>>

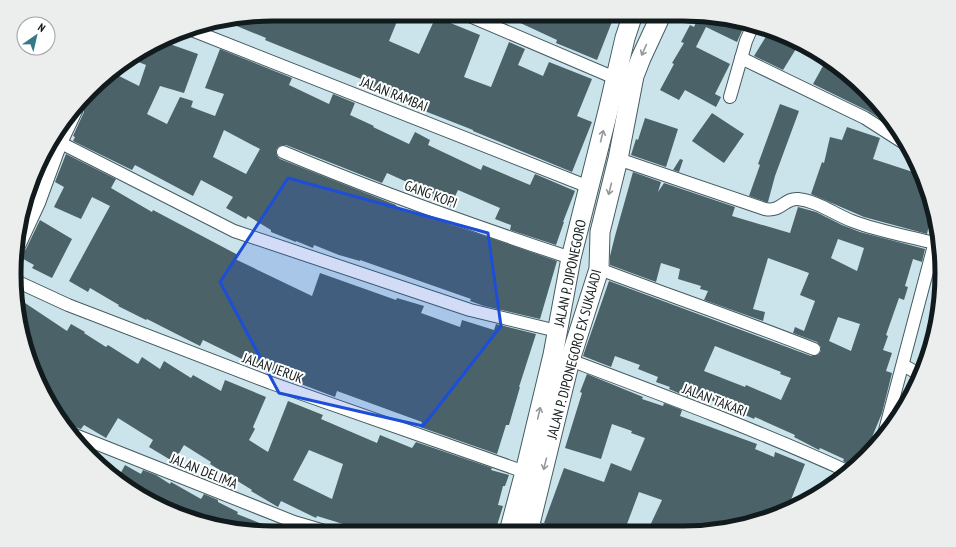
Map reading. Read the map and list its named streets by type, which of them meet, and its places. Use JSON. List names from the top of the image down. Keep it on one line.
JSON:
{"streets":{"main road":["JALAN P. DIPONEGORO","JALAN P. DIPONEGORO EX SUKAJADI"],"street":["JALAN RAMBAI","GANG KOPI","JALAN JERUK","JALAN TAKARI","JALAN DELIMA"]},"crossings":[["JALAN RAMBAI","JALAN P. DIPONEGORO"],["GANG KOPI","JALAN P. DIPONEGORO"],["JALAN P. DIPONEGORO","JALAN JERUK"],["JALAN P. DIPONEGORO EX SUKAJADI","JALAN TAKARI"]],"one_way":["JALAN P. DIPONEGORO","JALAN P. DIPONEGORO EX SUKAJADI"],"north":"top right"}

<<

▸ **EXERCISE BRIEF**
Repeat all of the listing above word for word, and exclude the pictures.

▸ **ANSWER TO THIS TASK**
Map reading. Read the map and list its named streets by type, which of them meet, and its places. Use JSON. List names from the top of the image down. Keep it on one line.
JSON:
{"streets":{"main road":["JALAN P. DIPONEGORO","JALAN P. DIPONEGORO EX SUKAJADI"],"street":["JALAN RAMBAI","GANG KOPI","JALAN JERUK","JALAN TAKARI","JALAN DELIMA"]},"crossings":[["JALAN RAMBAI","JALAN P. DIPONEGORO"],["GANG KOPI","JALAN P. DIPONEGORO"],["JALAN P. DIPONEGORO","JALAN JERUK"],["JALAN P. DIPONEGORO EX SUKAJADI","JALAN TAKARI"]],"one_way":["JALAN P. DIPONEGORO","JALAN P. DIPONEGORO EX SUKAJADI"],"north":"top right"}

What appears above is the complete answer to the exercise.